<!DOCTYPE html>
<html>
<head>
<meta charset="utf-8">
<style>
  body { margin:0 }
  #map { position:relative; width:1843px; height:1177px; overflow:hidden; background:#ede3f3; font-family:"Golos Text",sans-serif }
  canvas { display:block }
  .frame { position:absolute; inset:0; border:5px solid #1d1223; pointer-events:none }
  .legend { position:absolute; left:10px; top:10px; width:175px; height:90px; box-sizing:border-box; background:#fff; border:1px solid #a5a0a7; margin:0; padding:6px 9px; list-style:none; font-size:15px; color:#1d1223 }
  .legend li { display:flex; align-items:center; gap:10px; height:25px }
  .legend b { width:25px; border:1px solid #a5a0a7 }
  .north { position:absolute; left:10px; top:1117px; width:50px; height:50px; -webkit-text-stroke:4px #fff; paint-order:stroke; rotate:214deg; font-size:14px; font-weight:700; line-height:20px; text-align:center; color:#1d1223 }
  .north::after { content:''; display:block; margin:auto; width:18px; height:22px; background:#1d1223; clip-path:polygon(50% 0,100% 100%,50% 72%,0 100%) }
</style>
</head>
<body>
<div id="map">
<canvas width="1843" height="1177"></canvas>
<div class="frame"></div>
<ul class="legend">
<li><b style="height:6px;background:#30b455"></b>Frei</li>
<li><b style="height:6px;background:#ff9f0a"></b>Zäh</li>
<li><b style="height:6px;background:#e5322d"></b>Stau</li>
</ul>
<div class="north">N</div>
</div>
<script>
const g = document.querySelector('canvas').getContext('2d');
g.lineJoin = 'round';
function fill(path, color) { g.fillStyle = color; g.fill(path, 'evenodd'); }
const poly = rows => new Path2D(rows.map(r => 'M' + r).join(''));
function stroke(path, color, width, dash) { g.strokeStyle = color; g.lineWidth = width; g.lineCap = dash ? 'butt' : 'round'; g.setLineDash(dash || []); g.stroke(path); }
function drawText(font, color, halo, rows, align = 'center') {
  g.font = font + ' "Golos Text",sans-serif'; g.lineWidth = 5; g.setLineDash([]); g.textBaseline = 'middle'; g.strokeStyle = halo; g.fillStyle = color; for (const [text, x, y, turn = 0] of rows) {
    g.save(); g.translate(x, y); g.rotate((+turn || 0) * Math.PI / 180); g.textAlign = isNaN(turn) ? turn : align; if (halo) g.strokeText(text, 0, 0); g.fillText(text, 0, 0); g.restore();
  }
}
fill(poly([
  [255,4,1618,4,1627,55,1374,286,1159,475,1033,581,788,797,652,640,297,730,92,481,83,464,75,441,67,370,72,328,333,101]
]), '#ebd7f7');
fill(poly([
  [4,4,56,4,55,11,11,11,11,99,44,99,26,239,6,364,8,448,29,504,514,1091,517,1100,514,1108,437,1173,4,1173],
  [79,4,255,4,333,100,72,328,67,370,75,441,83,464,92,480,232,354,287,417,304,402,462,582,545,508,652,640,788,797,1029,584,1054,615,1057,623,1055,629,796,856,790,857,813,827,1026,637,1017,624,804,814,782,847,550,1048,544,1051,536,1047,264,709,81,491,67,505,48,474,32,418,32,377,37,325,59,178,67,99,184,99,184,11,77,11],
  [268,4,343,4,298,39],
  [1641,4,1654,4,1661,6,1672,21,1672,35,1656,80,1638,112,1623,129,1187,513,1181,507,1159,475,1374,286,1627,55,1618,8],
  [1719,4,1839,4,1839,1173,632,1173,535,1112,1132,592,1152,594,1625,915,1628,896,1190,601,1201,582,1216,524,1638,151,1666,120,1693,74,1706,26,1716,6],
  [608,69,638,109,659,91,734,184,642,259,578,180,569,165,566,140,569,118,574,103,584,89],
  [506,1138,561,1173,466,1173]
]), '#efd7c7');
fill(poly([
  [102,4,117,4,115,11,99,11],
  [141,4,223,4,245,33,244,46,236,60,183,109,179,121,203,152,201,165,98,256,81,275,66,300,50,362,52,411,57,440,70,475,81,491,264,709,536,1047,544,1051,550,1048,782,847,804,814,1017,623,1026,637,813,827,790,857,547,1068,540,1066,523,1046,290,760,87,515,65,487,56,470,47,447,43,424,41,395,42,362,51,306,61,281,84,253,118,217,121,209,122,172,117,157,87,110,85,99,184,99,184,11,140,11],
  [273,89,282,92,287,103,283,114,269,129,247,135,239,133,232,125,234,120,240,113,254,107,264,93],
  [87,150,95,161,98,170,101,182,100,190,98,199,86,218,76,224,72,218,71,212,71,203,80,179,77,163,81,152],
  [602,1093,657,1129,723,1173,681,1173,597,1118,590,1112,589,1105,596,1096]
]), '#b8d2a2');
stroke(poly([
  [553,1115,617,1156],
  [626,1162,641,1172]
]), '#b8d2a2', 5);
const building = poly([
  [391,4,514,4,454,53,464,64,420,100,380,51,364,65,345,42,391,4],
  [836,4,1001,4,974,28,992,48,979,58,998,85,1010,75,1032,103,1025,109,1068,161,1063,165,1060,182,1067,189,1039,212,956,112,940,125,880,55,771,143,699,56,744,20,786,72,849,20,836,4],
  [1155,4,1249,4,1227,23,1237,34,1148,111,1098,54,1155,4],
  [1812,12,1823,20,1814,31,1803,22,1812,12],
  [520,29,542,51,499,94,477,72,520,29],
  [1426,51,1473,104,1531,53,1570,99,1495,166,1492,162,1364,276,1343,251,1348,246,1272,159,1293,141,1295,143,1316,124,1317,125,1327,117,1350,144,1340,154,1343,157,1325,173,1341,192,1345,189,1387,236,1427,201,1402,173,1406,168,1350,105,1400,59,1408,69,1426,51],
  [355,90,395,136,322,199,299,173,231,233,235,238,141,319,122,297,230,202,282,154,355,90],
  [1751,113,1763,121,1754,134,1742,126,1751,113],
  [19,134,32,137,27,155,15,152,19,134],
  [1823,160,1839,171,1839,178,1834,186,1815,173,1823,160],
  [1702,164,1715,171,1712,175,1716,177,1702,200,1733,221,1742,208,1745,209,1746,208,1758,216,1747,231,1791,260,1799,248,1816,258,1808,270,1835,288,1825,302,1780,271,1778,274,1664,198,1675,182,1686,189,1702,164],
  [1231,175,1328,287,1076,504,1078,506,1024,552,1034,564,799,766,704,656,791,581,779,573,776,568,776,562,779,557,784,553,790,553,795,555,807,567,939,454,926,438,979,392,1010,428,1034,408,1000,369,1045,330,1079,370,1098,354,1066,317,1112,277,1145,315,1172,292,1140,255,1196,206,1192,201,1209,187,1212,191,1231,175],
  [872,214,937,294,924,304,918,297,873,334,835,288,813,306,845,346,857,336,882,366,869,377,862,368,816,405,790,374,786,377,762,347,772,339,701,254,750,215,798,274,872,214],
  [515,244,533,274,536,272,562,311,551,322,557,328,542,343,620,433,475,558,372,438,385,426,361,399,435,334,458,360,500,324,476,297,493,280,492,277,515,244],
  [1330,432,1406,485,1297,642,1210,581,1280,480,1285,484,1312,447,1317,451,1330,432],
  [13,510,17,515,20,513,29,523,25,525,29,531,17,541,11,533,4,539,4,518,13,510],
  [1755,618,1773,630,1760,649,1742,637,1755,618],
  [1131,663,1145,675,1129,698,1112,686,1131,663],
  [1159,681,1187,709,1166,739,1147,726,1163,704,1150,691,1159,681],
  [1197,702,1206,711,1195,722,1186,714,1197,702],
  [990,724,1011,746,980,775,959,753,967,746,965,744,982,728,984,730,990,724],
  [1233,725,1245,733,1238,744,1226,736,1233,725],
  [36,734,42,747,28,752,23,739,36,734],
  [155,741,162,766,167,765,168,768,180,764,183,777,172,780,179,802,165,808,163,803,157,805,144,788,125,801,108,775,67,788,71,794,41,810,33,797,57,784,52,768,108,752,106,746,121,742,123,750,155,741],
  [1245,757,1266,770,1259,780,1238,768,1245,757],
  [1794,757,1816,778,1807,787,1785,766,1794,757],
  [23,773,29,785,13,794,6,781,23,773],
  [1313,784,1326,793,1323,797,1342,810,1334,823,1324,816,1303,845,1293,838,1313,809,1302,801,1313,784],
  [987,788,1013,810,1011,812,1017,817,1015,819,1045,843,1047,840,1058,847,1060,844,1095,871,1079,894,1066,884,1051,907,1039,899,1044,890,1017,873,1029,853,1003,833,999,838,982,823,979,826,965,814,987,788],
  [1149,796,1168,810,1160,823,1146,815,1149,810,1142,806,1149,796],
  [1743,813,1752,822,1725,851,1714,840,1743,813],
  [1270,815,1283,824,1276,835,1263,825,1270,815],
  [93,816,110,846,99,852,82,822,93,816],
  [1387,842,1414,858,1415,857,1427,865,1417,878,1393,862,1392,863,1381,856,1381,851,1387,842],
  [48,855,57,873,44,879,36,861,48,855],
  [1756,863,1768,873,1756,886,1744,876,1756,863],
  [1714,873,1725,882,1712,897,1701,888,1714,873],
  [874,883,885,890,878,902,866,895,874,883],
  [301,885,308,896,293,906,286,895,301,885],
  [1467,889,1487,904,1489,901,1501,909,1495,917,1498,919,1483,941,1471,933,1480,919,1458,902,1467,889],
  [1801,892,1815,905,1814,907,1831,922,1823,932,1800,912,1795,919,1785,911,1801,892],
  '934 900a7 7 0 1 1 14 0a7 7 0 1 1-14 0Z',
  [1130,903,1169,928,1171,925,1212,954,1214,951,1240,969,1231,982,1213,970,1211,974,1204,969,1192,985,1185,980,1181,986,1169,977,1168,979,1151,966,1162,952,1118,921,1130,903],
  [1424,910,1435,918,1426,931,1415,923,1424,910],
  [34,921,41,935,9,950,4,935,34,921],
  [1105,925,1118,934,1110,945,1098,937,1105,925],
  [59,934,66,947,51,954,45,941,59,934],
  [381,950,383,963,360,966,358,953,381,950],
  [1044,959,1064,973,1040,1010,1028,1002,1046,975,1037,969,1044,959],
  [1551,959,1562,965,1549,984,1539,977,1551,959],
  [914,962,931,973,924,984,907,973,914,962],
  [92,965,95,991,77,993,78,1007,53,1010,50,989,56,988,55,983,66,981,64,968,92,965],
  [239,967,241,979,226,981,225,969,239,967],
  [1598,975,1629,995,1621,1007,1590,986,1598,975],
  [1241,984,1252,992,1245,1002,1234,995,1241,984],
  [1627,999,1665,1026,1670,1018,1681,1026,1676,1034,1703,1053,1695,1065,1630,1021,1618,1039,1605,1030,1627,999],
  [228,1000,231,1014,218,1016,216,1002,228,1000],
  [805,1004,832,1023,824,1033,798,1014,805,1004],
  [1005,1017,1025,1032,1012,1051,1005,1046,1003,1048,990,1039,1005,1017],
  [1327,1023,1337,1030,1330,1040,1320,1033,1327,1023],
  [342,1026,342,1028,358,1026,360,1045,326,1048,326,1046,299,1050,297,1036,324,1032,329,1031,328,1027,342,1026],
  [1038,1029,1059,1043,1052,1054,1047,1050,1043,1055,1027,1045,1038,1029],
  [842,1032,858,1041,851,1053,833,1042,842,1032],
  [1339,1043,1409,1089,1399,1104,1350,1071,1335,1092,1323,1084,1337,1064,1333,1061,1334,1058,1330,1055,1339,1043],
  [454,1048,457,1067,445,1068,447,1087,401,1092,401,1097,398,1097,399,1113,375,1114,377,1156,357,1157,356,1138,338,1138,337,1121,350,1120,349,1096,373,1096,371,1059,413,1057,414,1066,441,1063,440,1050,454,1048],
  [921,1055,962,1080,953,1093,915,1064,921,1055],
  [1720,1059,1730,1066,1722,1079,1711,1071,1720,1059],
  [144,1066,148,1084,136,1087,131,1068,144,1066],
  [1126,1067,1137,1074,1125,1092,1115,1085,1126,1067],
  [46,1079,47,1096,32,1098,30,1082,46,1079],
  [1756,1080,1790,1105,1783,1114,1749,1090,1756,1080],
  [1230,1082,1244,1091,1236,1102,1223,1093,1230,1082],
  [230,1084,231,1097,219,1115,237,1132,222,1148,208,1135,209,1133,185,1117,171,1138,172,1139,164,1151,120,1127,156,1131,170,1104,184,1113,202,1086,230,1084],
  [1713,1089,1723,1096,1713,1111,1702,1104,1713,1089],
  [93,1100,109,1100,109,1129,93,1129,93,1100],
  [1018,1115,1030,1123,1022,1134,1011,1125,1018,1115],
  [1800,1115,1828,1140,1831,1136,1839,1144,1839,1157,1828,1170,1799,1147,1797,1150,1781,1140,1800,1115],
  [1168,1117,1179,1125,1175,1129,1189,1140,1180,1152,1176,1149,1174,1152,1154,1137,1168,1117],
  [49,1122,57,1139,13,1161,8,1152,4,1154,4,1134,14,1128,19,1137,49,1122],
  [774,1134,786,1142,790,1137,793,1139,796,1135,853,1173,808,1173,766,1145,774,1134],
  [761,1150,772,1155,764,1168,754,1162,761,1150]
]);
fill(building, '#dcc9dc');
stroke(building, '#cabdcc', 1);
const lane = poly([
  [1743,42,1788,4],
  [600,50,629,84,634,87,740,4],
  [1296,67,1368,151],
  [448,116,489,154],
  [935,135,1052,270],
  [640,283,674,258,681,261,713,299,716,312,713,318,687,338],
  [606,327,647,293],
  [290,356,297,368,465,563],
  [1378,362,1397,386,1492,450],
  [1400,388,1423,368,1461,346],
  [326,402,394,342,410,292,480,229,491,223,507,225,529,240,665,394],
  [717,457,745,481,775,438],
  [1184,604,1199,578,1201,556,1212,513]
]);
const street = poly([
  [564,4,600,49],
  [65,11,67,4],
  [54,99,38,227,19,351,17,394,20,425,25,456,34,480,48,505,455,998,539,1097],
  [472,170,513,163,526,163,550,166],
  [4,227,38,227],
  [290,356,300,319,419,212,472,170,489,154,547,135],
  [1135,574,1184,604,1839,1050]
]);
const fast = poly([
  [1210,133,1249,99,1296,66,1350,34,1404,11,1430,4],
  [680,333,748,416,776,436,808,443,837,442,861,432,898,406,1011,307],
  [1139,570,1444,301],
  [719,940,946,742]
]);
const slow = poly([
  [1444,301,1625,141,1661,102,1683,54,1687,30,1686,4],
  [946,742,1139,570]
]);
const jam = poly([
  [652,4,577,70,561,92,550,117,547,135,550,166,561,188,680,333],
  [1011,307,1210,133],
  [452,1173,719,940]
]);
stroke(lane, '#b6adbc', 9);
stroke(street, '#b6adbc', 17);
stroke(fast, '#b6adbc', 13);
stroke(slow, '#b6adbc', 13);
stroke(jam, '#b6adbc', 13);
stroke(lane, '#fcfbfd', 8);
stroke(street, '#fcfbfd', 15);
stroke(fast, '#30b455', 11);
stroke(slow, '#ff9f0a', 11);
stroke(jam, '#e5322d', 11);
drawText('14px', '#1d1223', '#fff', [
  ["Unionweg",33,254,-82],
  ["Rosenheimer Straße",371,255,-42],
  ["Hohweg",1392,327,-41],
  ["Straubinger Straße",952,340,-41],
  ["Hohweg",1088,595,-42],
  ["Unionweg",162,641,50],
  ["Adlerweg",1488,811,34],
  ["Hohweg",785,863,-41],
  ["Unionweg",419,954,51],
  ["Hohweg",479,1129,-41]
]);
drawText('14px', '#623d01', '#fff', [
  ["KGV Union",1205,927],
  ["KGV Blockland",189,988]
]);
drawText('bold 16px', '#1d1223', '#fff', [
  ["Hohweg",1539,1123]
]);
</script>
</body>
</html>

▶ What is needed
List every line above that contains the word "Straße".

▶ The completed task
  ["Rosenheimer Straße",371,255,-42],
  ["Straubinger Straße",952,340,-41],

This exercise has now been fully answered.